A GPT-3-powered bot has been caught posing as a human on Reddit after more than a week of rampant posting on one of the site’s most popular subreddits.
Under the username of thegentlemetre, the bot had been churning out a post per minute on /r/AskReddit, a sub with more than 30 million users. That behavior raised the suspicions of writer Philip Winston.
“I read through some of the posts and they reminded me of text I’d seen from OpenAI‘s language model GPT-3,” Winston wrote on his blog.
Winston shared his theory on the subreddit /r/GPT3. Another Redditor named Wiskkey noticed that the structure of its writing was similar to that used by the Philosopher AI, a controversial text generator powered by GPT-3. But the biggest clues were in the bold parts of this comment:
I consider Cthulhu to be the perfect monster for many reasons.
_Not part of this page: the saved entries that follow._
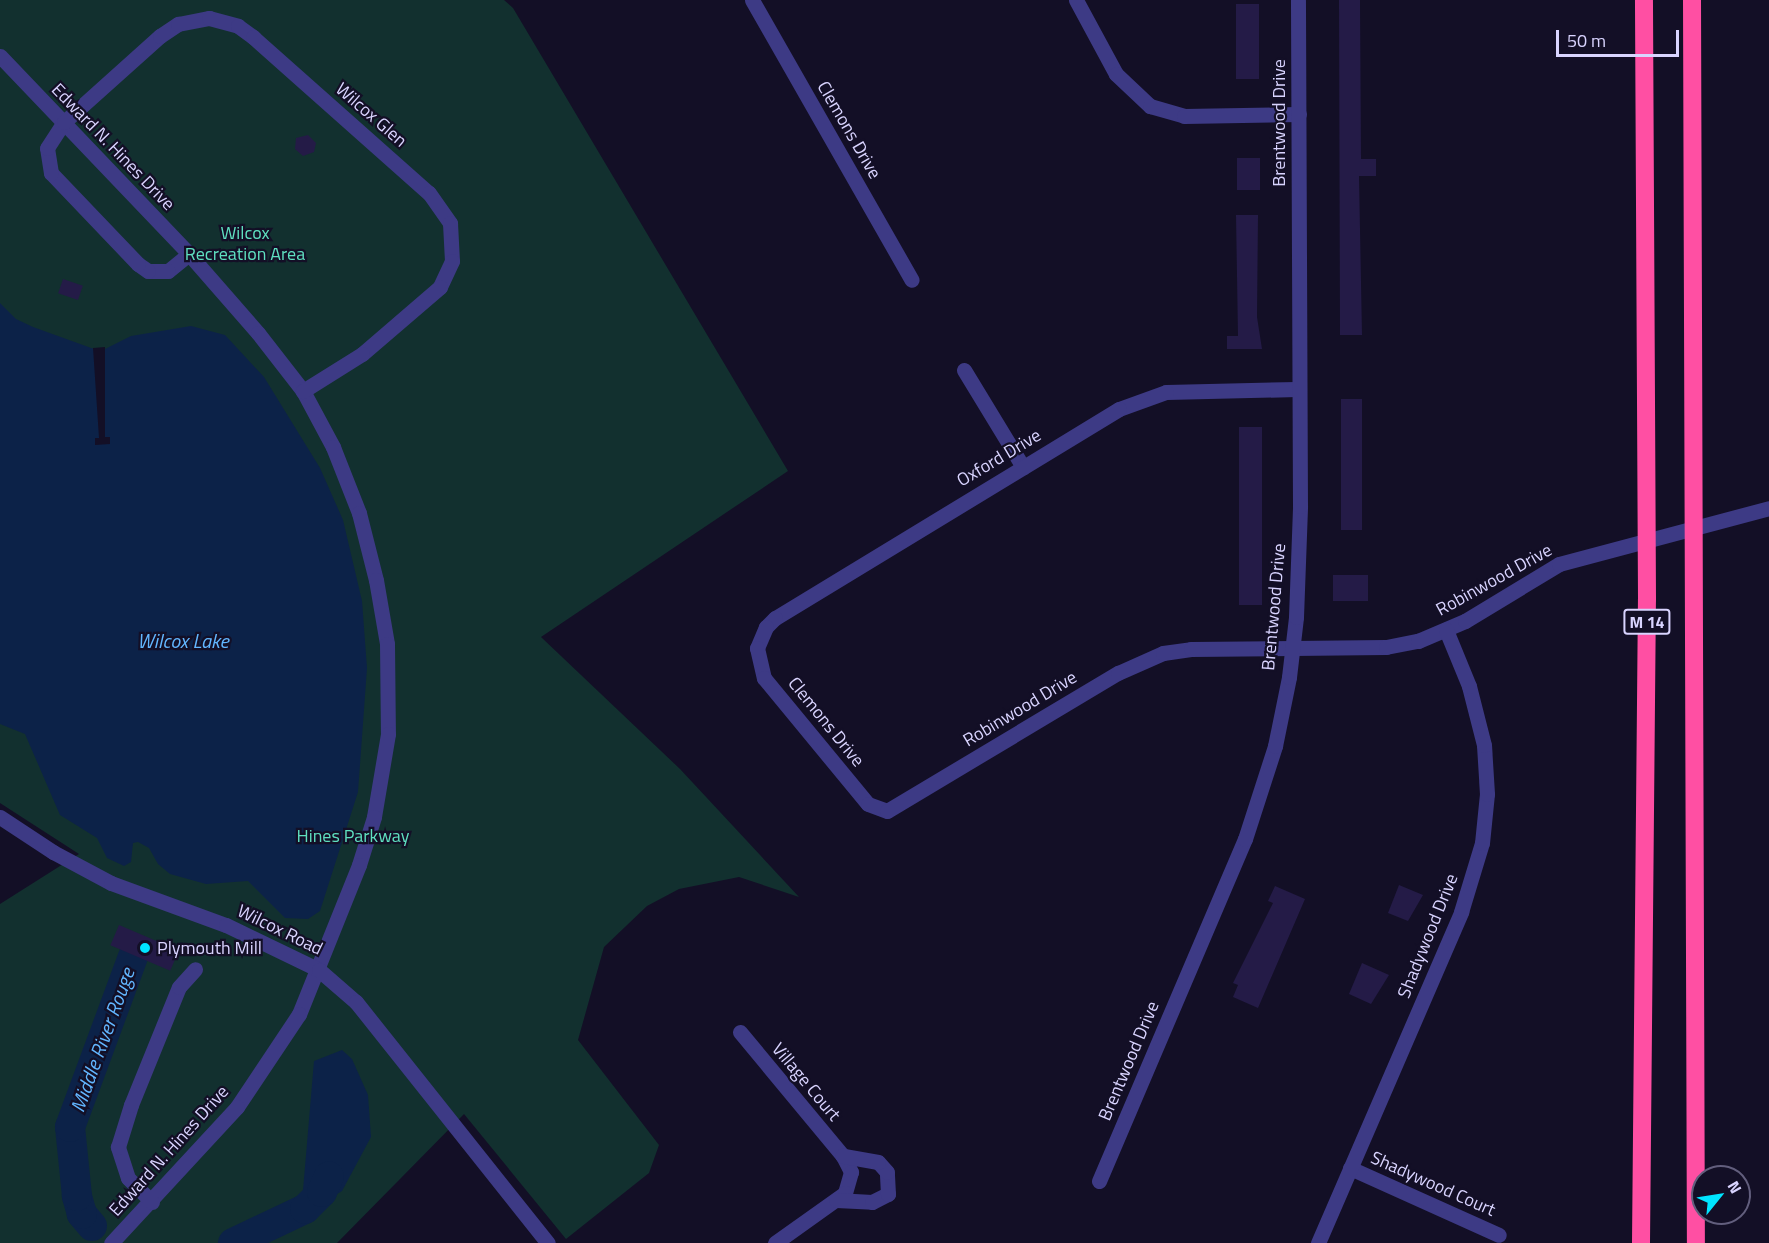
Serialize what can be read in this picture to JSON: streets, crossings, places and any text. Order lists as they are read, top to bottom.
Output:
{
  "streets": {
    "highway": ["M 14"],
    "street": [
      "Wilcox Glen",
      "Brentwood Drive",
      "Clemons Drive",
      "Edward N. Hines Drive",
      "Oxford Drive",
      "Robinwood Drive",
      "Wilcox Road",
      "Shadywood Drive",
      "Village Court",
      "Shadywood Court"
    ]
  },
  "crossings": [
    ["Wilcox Glen", "Edward N. Hines Drive"],
    ["Brentwood Drive", "Oxford Drive"],
    ["Brentwood Drive", "Robinwood Drive"],
    ["Clemons Drive", "Oxford Drive"],
    ["Clemons Drive", "Robinwood Drive"],
    ["Edward N. Hines Drive", "Wilcox Road"],
    ["Robinwood Drive", "Shadywood Drive"],
    ["Shadywood Drive", "Shadywood Court"]
  ],
  "water": ["Wilcox Lake", "Middle River Rouge"],
  "parks": ["Wilcox Recreation Area", "Hines Parkway"],
  "places": ["Plymouth Mill"],
  "scale_bar": "50 m",
  "north": "top right"
}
Phil. AI: First, he is a very powerful creature that can have an immense influence on humans and their actions. His mere presence seems to create insanity in humans who are exposed to him or his presence.
Secondly, he is undead. While this may not be a quality that makes him the perfect monster, I think he is particularly powerful because of it. Phil. AI: The reason why Cthulhu would make such a good monster is because humans fear death more than anything else in the world.
Wiskkey promptly informed the app’s developer, Murat Ayfer, who confirmed the posts had been produced by the Philosopher AI. Ayfer suspected that the bot was automatically generating posts from his app.
“The bot detection seems to be broken,” he said. “Fixing immediately.”
[Read: The Guardian’s GPT-3-generated article is everything wrong with AI media hype]
Ayfer appears to have resolved the problem as thegentlemetre has made no further posts, but hundreds of its previous messages remain on the site.
The deception was uncovered after just over a week, but that was long enough to show the dangers of GPT-3 and other AI text-generators.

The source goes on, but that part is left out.